<<<<

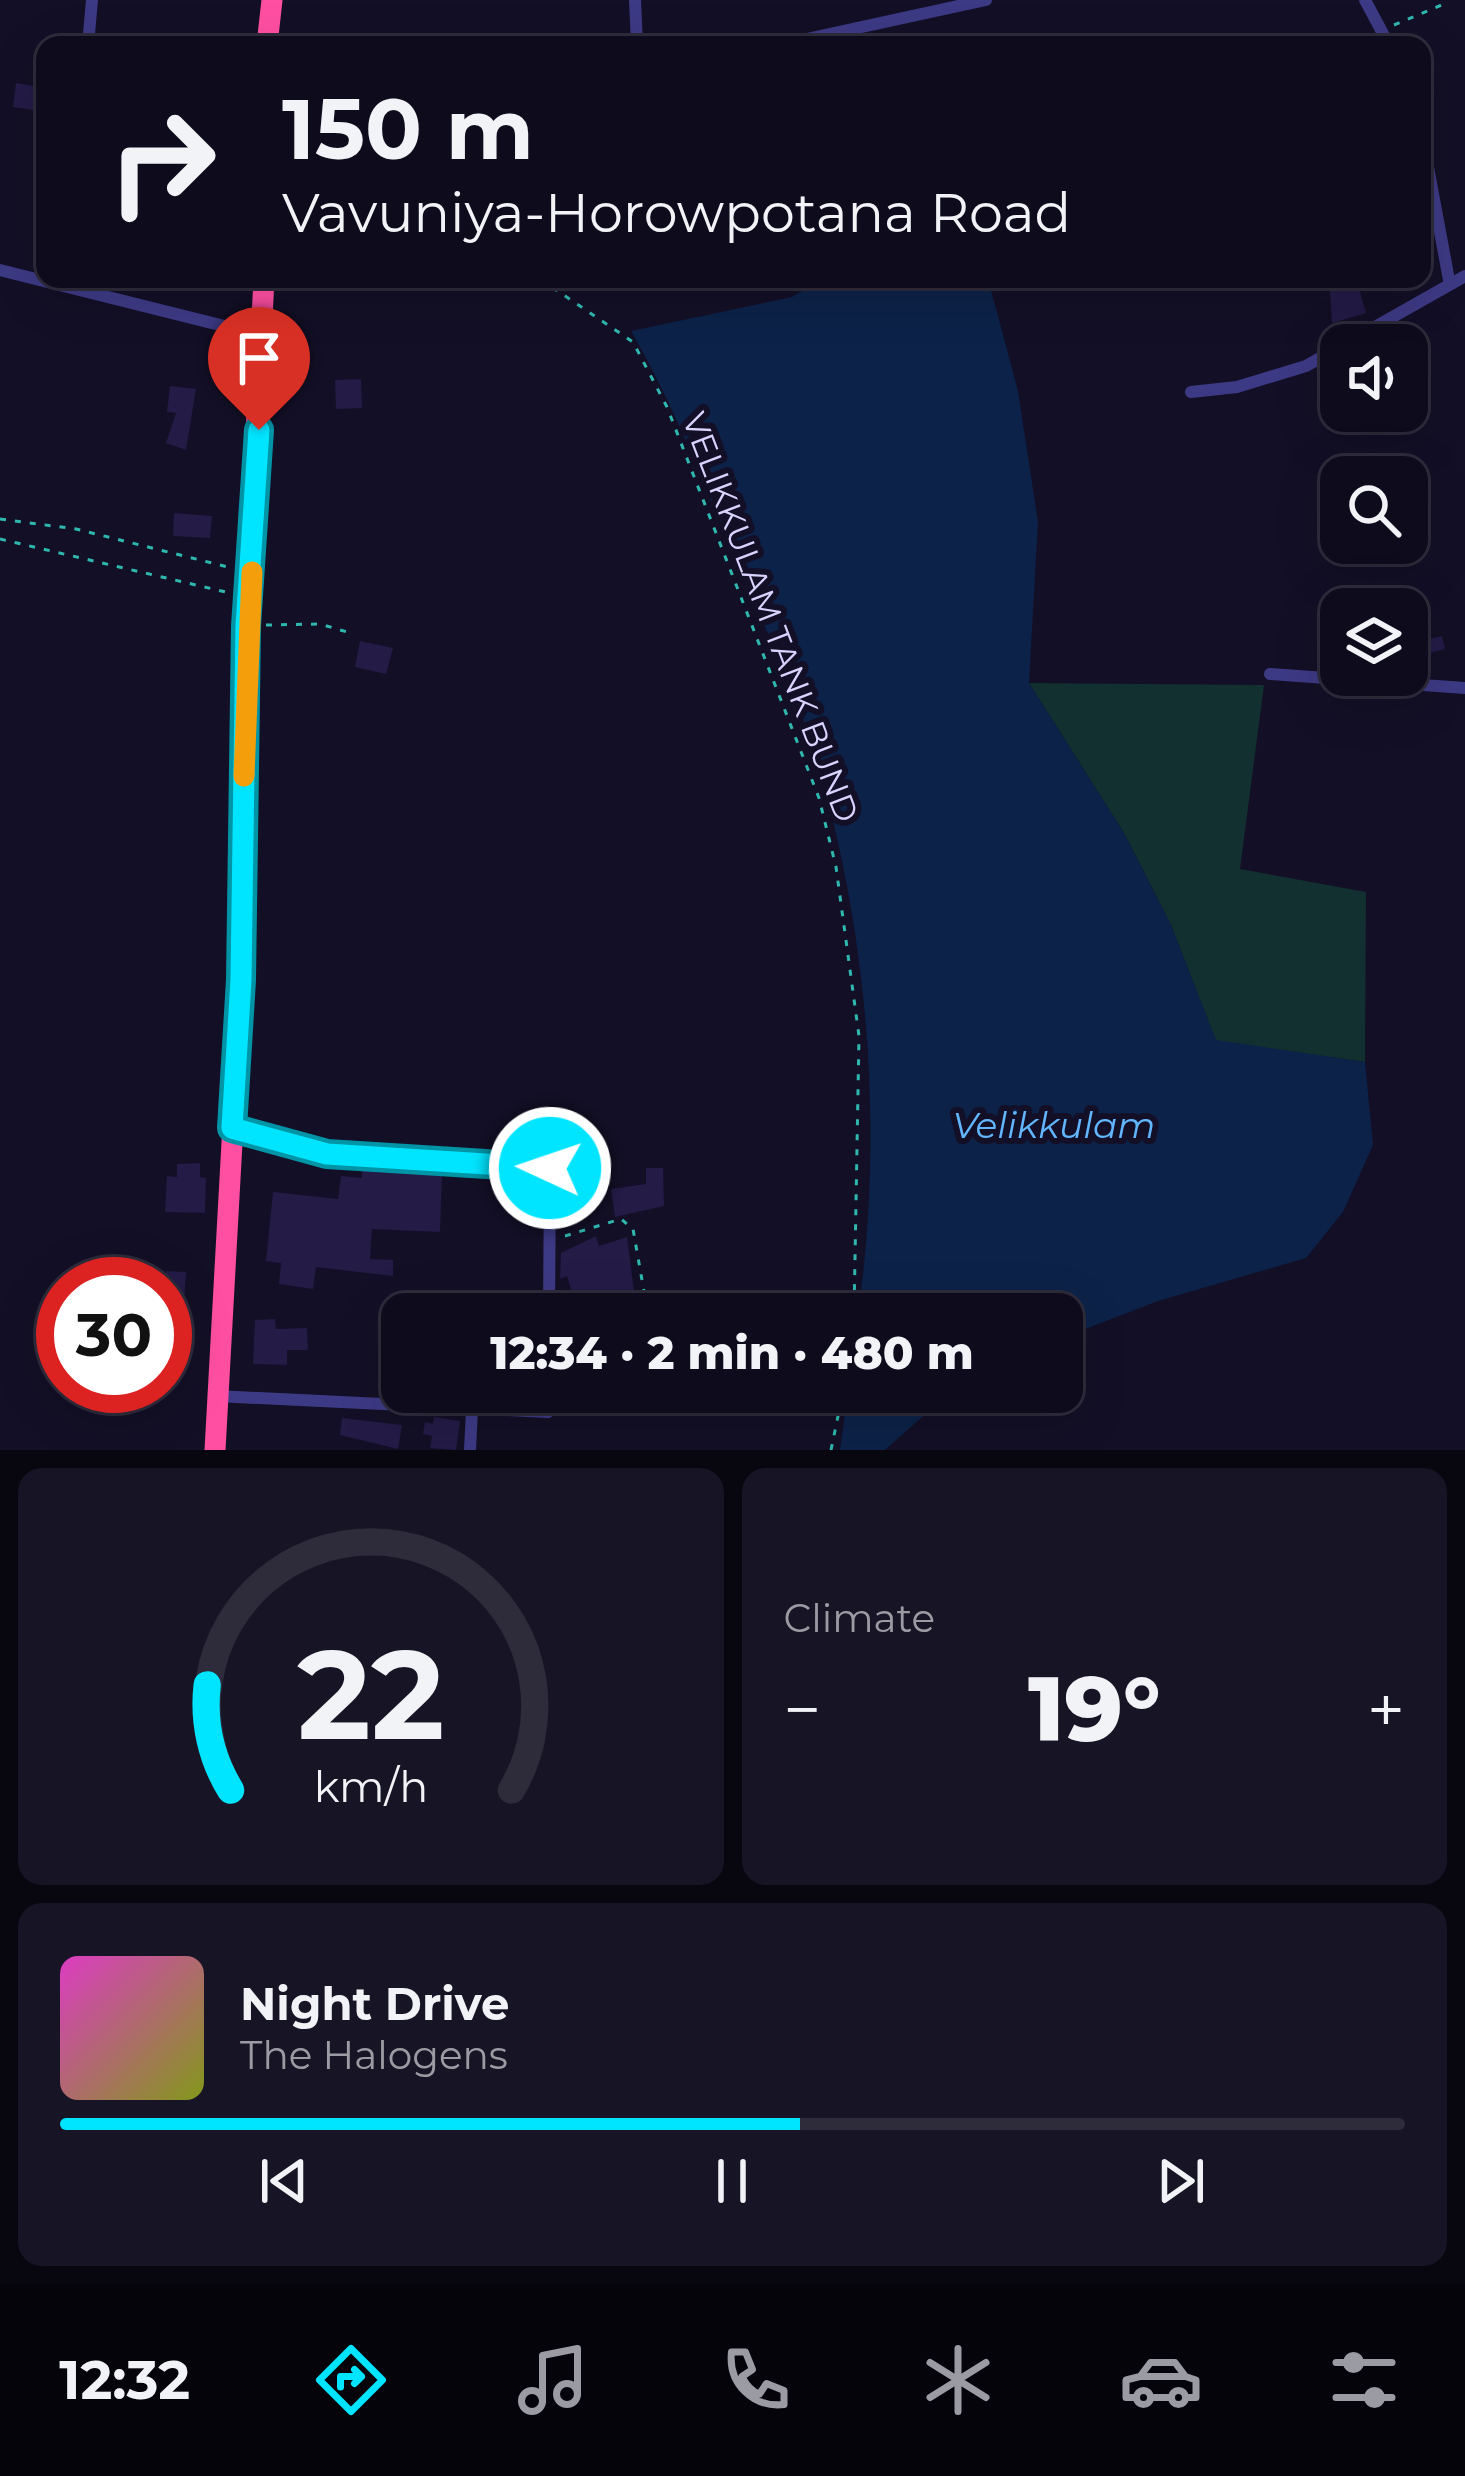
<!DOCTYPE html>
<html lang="en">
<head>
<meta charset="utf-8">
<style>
	:root { --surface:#0e0b1c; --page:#171425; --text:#f1f3f6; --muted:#9b9ba3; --line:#2e2b3b; --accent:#00e5ff }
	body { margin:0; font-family:Montserrat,sans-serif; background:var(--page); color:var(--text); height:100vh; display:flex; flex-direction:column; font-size:45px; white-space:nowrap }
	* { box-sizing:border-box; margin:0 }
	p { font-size:39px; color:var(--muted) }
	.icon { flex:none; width:66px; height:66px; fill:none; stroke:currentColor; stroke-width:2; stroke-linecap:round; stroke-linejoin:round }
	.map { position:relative; height:1450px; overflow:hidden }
	.drawer { display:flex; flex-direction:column; gap:18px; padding:18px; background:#08060f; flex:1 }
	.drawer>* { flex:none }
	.guide { position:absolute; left:36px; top:36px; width:1395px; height:252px; border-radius:24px; box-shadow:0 12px 48px #0002,0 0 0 3px var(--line); background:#0e0b1c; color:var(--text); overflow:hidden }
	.buttons { position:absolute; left:1320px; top:324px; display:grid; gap:24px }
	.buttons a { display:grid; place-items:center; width:108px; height:108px; border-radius:24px; background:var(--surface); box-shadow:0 12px 48px #0002,0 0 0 3px var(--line); font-size:60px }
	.speed { position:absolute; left:36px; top:1257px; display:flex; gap:24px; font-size:60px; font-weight:700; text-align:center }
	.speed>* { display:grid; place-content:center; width:156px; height:156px; border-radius:50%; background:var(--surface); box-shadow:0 12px 48px #0002,0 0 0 3px var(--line); line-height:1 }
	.speed .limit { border:18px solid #d22; background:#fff; color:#111 }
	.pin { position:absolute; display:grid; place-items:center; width:102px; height:102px; color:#fff; margin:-123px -51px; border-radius:50% 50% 50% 0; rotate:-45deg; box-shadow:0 0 12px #0007 }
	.pin .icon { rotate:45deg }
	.me { position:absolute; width:132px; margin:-66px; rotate:273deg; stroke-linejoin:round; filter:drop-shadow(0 0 9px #0008) }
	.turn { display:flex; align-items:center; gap:42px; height:252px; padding:0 48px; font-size:54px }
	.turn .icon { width:156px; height:156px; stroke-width:2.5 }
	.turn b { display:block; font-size:84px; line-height:102px }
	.big { font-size:90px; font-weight:800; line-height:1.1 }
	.drawer .widget { flex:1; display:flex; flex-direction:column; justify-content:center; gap:18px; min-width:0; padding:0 42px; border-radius:24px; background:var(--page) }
	.drawer .dial { align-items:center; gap:0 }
	.dial svg { height:312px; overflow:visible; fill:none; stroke:var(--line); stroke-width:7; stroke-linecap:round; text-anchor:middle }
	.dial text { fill:var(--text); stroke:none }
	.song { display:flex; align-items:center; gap:36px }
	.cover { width:144px; height:144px; border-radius:18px; background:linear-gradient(135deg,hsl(310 70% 55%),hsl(70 70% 35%)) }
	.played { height:12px; border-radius:6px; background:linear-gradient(90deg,var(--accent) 55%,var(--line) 55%) }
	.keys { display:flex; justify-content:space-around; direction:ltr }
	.heat { display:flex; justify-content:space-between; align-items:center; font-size:66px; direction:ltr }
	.drawer .tiles { flex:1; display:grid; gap:18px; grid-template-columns:1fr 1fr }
	.widget:last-child { grid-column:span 2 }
	.trip { position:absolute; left:381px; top:1293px; width:702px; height:120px; border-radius:24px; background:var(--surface); box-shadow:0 12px 48px #0002,0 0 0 3px var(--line); font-weight:800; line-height:120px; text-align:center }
	.tab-bar { display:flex; height:192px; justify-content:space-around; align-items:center; background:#06040b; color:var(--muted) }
	.tab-bar .icon { width:84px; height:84px }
	.tab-bar .on { color:var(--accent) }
	.tab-bar b { font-size:54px; color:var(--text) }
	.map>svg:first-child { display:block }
	.green { fill:#12302f }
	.water { fill:#0c2248 }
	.building { fill:#241b47 }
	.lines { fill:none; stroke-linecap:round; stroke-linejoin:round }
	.path { stroke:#2fb8b0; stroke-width:3; stroke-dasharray:6 9; stroke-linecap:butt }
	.street { stroke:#3d3a85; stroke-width:12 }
	.highway { stroke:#ff4fa3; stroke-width:21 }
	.route-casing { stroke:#0095a6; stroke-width:30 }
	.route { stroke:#00e5ff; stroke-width:21 }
	.slow { stroke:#f59e0b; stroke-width:21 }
	.labels { text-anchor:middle; stroke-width:12; stroke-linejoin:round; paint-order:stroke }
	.street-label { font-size:33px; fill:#d9d4ff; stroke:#130f26 }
	.water-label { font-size:36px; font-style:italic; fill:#62b6ff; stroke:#130f26 }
</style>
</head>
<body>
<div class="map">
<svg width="1465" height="1450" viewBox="0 0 1465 1450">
	<rect width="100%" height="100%" fill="#130f26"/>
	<polygon class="green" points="1029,683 1264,685 1240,869 1366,892 1365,1062 1216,1041 1171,925 1124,833"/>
	<g class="water">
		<path d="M822,279H988L1018,391L1038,522L1029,683L1124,833L1171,925L1216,1040L1365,1062L1373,1145L1343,1212L1306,1258L1158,1301L1062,1338V1314H858C884,1134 869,939 818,765C797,692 762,623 733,554C701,477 673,403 631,331L792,297Z"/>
		<polygon points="848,1392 950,1392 885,1450 840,1450"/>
	</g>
	<g class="building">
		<polygon points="39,58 45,58 41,111 13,107 16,83 34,86"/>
		<polygon points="1357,281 1366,313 1332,323 1330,289"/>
		<polygon points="361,379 362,408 336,409 335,380"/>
		<polygon points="170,386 196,389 186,450 166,443 176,413 167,412"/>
		<polygon points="174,513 212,516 210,538 173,536"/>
		<polygon points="1411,632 1425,633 1425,640 1442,636 1445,649 1426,654 1427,668 1407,671"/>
		<polygon points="360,641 393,648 386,674 355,667"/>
		<polygon points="200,1163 200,1177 206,1178 205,1213 165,1212 167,1176 177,1177 177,1164"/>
		<polygon points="646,1168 663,1168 664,1206 615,1217 611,1189 646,1184"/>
		<polygon points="362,1169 442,1172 440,1232 372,1229 370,1259 393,1260 393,1276 316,1267 313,1289 279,1284 281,1263 266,1261 273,1192 338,1199 341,1176 362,1178"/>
		<polygon points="596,1236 599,1246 627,1237 637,1314 578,1314 567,1276 560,1279 561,1253"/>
		<polygon points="166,1271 186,1272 182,1332 165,1331"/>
		<polygon points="275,1319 276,1329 307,1328 308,1350 287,1350 287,1365 253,1364 255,1320"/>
		<polygon points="434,1417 460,1421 456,1450 430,1448 432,1436 423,1434 425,1422 433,1424"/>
		<polygon points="342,1418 402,1425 398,1449 340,1435"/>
	</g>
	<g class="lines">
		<g class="path">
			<polyline points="1394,25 1444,4"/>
			<polyline points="540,279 633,342 667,407 819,798 836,867 859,1036 854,1314"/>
			<polyline points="0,519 76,529 232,568"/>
			<polyline points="0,539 230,593"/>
			<polyline points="266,625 320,624 347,632"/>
			<polyline points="565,1236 621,1219 633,1229 648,1314"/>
			<polyline points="649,1309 705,1314"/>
			<polyline points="716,1314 728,1313"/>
			<polyline points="831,1450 843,1392"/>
		</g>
		<g class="street">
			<polyline points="635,0 637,45"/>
			<polyline points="1365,0 1389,45"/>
			<polyline points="267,40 309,45"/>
			<polyline points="88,45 92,0"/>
			<polyline points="779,45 986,0"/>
			<polyline points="1422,135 1449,280"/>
			<polyline points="0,270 264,336"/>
			<polyline points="1191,392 1237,387 1306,366 1465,276"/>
			<polyline points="1270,674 1465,688"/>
			<polyline points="232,1128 327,1154 550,1169 549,1314"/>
			<polyline points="216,1396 548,1412 548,1392"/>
			<polyline points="470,1450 472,1410"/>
		</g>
		<g class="highway">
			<polyline points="267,45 272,0"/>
			<polyline points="215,1450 241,980 246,626 264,279"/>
		</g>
	</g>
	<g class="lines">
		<g class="route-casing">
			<polyline id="route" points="259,430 246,626 241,980 232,1128 327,1154 550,1168"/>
		</g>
		<use href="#route" class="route"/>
		<polyline class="slow" points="244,776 252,572"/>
	</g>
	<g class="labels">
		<g class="street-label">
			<text transform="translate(771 617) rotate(69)" y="12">VELIKKULAM TANK BUND</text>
		</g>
		<g class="water-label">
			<text x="1054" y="1138">Velikkulam</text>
		</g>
	</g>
</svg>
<div class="buttons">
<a><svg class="icon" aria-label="sound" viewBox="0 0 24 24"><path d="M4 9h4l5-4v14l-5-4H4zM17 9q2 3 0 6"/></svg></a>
<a><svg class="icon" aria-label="search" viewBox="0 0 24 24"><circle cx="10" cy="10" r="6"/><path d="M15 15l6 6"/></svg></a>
<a><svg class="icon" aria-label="layers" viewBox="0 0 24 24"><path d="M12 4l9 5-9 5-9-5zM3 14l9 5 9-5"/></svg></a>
</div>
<div class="speed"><div class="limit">30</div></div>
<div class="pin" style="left:259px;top:430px;background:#d93025"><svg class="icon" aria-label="arrive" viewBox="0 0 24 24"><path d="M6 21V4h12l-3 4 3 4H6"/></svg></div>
<svg class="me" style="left:550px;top:1168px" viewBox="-20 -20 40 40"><circle r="17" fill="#00e5ff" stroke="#fff" stroke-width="3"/><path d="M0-11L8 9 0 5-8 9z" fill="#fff"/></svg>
<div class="trip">12:34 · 2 min · 480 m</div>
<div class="guide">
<div class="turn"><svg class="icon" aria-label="right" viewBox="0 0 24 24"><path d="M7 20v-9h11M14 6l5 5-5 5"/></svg><div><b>150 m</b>Vavuniya-Horowpotana Road</div></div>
</div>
</div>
<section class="drawer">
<div class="tiles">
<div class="widget dial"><svg viewBox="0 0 100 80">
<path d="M14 69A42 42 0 1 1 86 69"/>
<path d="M14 69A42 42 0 0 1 8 42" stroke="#00e5ff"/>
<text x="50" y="56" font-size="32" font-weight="700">22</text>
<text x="50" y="72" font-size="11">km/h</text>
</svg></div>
<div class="widget"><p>Climate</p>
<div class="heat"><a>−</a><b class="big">19°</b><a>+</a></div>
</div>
<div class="widget">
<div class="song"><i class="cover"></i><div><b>Night Drive</b><p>The Halogens</p></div></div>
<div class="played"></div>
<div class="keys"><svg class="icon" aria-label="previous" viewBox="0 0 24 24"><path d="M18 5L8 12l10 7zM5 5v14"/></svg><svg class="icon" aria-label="pause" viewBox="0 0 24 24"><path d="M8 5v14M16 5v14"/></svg><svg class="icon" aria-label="next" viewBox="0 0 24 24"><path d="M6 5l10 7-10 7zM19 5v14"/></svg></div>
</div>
</div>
</section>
<nav class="tab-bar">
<b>12:32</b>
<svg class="icon on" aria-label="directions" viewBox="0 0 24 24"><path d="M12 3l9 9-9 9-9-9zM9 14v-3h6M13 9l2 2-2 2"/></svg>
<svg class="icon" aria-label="music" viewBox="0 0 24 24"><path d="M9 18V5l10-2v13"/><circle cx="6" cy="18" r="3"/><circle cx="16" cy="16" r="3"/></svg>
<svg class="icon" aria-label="phone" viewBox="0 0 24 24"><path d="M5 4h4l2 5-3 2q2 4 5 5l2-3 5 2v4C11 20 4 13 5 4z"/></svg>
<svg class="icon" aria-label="climate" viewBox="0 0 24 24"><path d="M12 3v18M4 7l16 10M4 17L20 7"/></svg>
<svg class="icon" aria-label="car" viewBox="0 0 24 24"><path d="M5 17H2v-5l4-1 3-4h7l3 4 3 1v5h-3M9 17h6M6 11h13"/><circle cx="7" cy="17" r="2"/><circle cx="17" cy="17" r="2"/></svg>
<svg class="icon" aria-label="filters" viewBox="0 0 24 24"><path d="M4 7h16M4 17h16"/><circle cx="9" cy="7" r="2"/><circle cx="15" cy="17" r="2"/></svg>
</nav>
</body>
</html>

>>>>

Look back at the data above. Transcribe exactly the lines starting at the line that contains "width:156px; height:156px; stroke-width:2.5" and ending at the line that contains "display:flex; justify-content:space-between; align-items:center;".

	.turn .icon { width:156px; height:156px; stroke-width:2.5 }
	.turn b { display:block; font-size:84px; line-height:102px }
	.big { font-size:90px; font-weight:800; line-height:1.1 }
	.drawer .widget { flex:1; display:flex; flex-direction:column; justify-content:center; gap:18px; min-width:0; padding:0 42px; border-radius:24px; background:var(--page) }
	.drawer .dial { align-items:center; gap:0 }
	.dial svg { height:312px; overflow:visible; fill:none; stroke:var(--line); stroke-width:7; stroke-linecap:round; text-anchor:middle }
	.dial text { fill:var(--text); stroke:none }
	.song { display:flex; align-items:center; gap:36px }
	.cover { width:144px; height:144px; border-radius:18px; background:linear-gradient(135deg,hsl(310 70% 55%),hsl(70 70% 35%)) }
	.played { height:12px; border-radius:6px; background:linear-gradient(90deg,var(--accent) 55%,var(--line) 55%) }
	.keys { display:flex; justify-content:space-around; direction:ltr }
	.heat { display:flex; justify-content:space-between; align-items:center; font-size:66px; direction:ltr }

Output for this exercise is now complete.